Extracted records

########

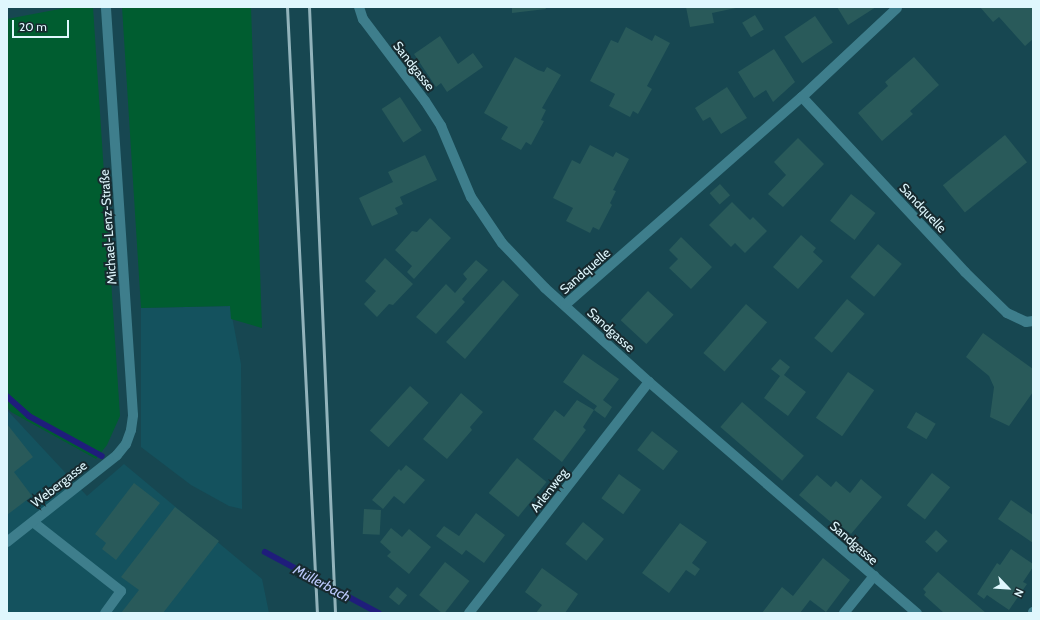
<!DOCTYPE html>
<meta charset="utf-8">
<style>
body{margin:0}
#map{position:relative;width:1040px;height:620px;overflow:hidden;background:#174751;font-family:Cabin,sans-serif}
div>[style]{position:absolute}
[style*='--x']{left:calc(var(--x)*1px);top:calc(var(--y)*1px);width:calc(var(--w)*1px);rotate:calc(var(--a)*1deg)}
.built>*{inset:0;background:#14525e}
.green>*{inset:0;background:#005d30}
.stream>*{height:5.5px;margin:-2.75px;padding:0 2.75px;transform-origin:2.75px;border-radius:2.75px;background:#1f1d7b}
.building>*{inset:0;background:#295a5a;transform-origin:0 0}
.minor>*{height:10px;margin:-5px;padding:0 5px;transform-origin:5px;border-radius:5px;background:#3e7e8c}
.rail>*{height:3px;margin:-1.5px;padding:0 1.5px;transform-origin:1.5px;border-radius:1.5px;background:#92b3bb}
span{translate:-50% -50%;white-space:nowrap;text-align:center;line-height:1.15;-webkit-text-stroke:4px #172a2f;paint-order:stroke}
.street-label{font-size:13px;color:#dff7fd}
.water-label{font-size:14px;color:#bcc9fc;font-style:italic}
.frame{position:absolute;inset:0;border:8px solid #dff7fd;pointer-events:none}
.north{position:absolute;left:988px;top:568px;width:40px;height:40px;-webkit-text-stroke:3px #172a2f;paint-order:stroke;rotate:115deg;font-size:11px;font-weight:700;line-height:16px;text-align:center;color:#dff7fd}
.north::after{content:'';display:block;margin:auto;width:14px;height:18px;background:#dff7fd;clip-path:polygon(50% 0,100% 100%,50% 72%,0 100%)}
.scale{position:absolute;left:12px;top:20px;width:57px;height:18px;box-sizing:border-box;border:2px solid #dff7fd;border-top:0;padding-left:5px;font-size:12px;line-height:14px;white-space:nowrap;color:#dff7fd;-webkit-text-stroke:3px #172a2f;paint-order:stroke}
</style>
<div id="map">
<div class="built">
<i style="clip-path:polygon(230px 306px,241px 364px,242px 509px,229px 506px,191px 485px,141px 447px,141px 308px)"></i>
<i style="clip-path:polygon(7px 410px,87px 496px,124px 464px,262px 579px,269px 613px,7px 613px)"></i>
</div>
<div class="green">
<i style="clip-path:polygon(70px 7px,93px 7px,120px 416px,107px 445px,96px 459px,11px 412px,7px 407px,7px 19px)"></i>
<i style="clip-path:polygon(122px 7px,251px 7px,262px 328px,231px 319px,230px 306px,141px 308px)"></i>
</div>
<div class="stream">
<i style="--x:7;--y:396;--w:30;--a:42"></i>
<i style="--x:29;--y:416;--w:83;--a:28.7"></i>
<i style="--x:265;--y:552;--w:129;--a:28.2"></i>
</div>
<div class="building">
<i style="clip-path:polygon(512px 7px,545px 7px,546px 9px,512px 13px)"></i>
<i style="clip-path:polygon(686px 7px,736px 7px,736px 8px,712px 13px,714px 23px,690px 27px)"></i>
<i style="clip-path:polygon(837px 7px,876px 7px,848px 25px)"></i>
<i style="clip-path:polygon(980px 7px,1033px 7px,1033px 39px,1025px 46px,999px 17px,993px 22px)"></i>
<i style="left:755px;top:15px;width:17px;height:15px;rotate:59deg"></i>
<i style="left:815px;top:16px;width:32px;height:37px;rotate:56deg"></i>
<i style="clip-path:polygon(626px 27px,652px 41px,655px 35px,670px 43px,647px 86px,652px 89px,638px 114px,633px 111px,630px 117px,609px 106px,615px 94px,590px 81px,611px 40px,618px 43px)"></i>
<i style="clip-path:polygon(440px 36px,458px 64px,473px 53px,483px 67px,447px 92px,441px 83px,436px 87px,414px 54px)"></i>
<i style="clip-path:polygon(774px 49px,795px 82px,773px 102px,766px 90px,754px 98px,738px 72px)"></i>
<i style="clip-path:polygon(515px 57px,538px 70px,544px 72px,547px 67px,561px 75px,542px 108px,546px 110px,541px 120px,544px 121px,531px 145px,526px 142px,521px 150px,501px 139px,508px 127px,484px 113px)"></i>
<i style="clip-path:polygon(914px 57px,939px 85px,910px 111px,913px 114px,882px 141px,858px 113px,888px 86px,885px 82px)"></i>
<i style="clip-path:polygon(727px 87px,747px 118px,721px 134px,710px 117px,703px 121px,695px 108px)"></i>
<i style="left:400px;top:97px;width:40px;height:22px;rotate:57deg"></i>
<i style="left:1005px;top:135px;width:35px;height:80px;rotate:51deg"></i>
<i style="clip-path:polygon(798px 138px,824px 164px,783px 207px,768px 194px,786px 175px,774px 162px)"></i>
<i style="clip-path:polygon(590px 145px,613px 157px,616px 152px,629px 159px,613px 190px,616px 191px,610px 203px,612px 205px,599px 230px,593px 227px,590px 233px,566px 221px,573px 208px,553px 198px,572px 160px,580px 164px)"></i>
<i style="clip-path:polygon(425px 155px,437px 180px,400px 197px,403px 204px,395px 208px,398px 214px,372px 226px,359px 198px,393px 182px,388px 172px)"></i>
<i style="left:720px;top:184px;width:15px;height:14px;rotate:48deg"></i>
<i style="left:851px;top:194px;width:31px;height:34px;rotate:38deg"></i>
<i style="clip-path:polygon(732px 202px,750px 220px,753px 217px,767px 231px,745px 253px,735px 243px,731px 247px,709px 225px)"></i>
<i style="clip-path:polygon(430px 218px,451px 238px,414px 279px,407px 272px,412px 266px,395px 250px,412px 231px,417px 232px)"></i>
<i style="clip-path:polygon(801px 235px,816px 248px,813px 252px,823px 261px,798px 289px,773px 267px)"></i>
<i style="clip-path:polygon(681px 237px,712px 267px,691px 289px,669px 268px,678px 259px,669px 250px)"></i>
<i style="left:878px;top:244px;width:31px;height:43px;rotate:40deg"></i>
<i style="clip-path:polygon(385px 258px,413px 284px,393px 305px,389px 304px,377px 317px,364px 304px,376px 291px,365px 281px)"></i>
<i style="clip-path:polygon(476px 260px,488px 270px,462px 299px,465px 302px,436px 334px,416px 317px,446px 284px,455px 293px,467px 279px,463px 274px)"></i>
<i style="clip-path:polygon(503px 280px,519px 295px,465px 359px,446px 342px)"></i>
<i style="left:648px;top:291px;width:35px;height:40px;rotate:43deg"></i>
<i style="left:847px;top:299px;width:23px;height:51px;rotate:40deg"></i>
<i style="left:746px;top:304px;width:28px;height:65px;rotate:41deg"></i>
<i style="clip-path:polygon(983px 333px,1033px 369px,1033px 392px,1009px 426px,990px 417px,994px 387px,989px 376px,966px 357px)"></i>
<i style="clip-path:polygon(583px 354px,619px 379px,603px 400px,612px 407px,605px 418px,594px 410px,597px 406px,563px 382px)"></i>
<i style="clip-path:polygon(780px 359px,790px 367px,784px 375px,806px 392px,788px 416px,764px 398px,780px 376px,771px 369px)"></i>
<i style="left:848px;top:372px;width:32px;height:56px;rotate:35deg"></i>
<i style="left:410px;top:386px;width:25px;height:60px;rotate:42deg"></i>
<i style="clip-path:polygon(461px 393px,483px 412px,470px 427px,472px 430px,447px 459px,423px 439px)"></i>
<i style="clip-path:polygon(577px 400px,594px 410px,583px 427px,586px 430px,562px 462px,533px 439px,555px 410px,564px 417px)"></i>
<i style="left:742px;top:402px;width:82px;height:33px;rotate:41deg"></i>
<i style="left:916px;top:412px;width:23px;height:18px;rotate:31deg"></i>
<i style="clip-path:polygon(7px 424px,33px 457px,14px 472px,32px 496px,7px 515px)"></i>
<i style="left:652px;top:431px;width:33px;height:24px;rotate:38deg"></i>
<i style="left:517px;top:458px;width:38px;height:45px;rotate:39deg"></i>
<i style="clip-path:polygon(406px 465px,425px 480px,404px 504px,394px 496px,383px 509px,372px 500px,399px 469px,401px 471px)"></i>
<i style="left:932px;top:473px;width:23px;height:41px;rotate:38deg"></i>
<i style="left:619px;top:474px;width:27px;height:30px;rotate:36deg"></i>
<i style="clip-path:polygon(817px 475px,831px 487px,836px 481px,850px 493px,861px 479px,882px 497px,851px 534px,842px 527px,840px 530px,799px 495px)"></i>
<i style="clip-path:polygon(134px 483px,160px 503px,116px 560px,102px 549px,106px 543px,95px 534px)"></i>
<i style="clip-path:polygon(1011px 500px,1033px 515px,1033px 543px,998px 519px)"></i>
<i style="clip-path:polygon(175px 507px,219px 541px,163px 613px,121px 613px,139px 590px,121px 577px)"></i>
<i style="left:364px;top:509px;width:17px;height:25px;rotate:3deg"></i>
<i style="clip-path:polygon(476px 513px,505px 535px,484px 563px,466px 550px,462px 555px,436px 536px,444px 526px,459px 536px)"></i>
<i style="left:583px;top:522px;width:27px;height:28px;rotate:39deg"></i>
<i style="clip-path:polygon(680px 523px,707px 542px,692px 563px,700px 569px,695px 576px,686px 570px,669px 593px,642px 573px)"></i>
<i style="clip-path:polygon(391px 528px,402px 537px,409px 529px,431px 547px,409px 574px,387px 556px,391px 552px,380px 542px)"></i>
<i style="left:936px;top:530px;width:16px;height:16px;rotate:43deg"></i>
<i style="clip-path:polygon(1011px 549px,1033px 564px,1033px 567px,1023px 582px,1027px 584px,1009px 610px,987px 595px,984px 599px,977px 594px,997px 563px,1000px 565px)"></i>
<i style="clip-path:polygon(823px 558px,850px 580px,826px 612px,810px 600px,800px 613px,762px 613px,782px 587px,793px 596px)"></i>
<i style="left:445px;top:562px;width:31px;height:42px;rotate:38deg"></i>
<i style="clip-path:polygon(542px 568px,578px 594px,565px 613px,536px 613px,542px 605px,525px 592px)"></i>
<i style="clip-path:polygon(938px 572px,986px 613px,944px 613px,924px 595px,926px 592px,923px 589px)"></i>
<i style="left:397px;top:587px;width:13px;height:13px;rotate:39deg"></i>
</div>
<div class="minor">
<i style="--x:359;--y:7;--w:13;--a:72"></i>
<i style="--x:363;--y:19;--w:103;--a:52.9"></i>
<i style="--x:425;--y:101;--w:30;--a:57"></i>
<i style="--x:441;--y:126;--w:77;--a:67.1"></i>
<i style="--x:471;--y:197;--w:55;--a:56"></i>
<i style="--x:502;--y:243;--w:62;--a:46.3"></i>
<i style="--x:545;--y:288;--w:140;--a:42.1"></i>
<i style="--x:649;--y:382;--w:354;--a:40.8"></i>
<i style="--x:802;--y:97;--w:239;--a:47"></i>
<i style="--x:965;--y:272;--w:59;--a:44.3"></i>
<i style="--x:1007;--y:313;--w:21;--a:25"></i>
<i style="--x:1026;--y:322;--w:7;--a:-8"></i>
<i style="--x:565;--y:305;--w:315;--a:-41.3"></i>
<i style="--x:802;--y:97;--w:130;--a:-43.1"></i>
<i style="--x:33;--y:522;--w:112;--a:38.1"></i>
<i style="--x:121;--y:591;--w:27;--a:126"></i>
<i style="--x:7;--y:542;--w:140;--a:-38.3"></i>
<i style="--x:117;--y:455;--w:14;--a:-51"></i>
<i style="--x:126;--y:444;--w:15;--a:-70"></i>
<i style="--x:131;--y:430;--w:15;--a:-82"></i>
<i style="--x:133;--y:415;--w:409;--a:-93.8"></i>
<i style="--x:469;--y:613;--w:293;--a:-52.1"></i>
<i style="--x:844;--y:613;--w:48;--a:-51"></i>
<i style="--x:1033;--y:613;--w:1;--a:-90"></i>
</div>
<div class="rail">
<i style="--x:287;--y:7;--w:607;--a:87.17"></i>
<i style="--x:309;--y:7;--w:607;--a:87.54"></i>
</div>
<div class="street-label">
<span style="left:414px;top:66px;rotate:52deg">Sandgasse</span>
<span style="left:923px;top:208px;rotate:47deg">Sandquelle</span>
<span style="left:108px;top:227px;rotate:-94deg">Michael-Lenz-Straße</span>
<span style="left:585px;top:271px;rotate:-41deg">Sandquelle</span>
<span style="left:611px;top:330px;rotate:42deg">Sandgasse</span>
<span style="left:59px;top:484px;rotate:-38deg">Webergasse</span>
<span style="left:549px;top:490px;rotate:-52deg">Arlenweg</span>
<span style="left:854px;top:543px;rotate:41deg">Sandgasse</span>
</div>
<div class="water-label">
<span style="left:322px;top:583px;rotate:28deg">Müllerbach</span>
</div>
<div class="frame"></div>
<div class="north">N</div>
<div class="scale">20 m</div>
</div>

########

Task to complete. From the records above, pull out every line containing the word "stream".

Exercise solution.
.stream>*{height:5.5px;margin:-2.75px;padding:0 2.75px;transform-origin:2.75px;border-radius:2.75px;background:#1f1d7b}
<div class="stream">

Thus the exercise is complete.